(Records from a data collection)
▼

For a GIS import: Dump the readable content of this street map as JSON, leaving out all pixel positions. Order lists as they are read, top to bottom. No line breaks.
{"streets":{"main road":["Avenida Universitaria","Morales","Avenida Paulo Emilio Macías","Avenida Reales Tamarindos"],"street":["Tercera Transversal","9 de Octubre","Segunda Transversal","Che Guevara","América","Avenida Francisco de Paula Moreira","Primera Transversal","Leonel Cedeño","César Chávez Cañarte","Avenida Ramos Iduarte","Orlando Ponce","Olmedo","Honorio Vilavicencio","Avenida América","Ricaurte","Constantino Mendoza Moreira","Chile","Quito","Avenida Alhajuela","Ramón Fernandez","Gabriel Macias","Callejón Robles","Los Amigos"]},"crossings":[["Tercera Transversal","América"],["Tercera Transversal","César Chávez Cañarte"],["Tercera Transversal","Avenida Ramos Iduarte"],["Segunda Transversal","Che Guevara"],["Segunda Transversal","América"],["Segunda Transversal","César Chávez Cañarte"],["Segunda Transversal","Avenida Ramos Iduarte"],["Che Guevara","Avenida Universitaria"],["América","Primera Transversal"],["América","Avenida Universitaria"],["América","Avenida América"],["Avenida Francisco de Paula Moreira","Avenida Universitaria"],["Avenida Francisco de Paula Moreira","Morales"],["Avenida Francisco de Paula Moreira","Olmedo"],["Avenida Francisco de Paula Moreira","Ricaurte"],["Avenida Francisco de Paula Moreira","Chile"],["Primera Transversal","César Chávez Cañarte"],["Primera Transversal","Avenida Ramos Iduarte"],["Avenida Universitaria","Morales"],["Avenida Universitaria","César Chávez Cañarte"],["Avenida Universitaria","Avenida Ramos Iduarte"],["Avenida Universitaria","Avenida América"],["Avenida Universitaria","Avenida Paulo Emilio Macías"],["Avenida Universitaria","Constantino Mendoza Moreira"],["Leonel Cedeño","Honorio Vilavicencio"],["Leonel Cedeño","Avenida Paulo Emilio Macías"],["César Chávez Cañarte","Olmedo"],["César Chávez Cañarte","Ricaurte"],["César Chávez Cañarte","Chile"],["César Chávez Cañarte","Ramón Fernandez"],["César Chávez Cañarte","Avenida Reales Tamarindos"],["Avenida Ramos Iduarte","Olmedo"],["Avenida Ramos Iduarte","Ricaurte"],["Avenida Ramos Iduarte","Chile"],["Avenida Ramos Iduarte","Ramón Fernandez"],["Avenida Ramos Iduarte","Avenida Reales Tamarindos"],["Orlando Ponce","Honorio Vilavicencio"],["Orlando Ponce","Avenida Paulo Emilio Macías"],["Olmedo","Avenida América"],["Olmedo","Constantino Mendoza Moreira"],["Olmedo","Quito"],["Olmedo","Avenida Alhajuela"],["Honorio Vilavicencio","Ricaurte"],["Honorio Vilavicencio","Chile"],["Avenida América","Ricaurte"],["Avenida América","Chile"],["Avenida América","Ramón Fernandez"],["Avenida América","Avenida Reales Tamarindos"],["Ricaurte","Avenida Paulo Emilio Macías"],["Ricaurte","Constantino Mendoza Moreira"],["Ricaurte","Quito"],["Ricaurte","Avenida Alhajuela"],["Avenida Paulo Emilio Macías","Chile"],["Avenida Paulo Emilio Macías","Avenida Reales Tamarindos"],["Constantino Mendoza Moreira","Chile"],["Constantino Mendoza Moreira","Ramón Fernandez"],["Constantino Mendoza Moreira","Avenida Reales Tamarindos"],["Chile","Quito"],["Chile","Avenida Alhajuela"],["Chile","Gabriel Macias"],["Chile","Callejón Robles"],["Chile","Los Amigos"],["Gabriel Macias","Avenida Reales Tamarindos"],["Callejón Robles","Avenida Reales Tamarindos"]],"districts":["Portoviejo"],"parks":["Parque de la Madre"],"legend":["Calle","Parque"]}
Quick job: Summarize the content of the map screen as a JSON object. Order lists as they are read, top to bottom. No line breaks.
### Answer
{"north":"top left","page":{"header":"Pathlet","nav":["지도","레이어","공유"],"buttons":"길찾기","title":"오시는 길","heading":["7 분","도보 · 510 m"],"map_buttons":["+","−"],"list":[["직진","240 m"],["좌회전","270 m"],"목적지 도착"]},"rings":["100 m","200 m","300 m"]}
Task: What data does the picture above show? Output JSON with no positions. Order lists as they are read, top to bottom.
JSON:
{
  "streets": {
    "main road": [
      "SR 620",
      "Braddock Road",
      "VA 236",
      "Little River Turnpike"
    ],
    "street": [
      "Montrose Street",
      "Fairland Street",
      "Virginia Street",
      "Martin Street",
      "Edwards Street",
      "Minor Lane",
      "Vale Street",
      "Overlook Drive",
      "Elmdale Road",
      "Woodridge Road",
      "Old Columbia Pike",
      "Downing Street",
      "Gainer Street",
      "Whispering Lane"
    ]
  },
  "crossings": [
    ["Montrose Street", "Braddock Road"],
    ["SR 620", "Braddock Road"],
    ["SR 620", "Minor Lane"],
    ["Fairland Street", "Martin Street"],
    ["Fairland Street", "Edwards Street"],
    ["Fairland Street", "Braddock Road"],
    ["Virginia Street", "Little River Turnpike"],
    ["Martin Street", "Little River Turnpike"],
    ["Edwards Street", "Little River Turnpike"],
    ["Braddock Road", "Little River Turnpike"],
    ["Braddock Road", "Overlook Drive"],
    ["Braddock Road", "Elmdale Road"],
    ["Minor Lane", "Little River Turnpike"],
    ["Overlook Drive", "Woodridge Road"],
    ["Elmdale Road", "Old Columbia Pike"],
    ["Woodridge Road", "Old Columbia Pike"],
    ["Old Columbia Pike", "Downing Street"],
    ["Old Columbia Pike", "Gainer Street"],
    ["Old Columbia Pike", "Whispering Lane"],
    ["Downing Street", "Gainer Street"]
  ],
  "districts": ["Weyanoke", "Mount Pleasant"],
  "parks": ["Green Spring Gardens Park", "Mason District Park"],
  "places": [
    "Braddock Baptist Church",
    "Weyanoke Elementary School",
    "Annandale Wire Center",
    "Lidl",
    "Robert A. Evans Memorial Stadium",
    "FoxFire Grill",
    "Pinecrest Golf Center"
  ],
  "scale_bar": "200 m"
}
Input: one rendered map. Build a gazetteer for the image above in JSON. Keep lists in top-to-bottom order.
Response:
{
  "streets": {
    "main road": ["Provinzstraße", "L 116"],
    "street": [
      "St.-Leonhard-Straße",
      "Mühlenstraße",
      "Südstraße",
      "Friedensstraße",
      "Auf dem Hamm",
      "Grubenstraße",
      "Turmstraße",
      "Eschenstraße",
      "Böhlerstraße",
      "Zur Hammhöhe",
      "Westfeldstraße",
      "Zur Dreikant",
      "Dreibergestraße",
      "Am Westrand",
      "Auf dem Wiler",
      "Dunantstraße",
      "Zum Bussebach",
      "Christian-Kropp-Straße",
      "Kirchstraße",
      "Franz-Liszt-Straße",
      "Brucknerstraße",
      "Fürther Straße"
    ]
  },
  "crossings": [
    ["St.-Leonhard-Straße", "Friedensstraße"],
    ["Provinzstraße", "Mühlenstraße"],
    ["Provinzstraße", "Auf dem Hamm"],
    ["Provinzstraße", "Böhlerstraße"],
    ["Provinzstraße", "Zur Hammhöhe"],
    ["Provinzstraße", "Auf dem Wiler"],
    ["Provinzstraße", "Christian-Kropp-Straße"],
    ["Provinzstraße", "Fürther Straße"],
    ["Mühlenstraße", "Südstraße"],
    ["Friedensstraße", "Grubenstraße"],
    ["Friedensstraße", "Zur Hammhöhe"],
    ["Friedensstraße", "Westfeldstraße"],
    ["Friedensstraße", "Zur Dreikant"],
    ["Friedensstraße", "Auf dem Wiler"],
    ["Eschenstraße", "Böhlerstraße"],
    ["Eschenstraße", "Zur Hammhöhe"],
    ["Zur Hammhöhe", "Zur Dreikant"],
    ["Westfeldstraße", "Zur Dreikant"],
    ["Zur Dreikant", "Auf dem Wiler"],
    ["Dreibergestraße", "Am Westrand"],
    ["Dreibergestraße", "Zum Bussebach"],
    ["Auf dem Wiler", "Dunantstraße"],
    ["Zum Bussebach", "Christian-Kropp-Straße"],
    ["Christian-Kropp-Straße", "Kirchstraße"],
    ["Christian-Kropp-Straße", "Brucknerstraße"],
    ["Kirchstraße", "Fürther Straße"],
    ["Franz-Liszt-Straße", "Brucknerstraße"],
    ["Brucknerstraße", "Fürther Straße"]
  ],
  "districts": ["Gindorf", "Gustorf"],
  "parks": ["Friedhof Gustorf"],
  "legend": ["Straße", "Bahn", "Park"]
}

▲

- Problem requirements: Look through the records for the word "Fürther". Every line that has it should be copied.

- Final answer:
      "Fürther Straße"
    ["Provinzstraße", "Fürther Straße"],
    ["Kirchstraße", "Fürther Straße"],
    ["Brucknerstraße", "Fürther Straße"]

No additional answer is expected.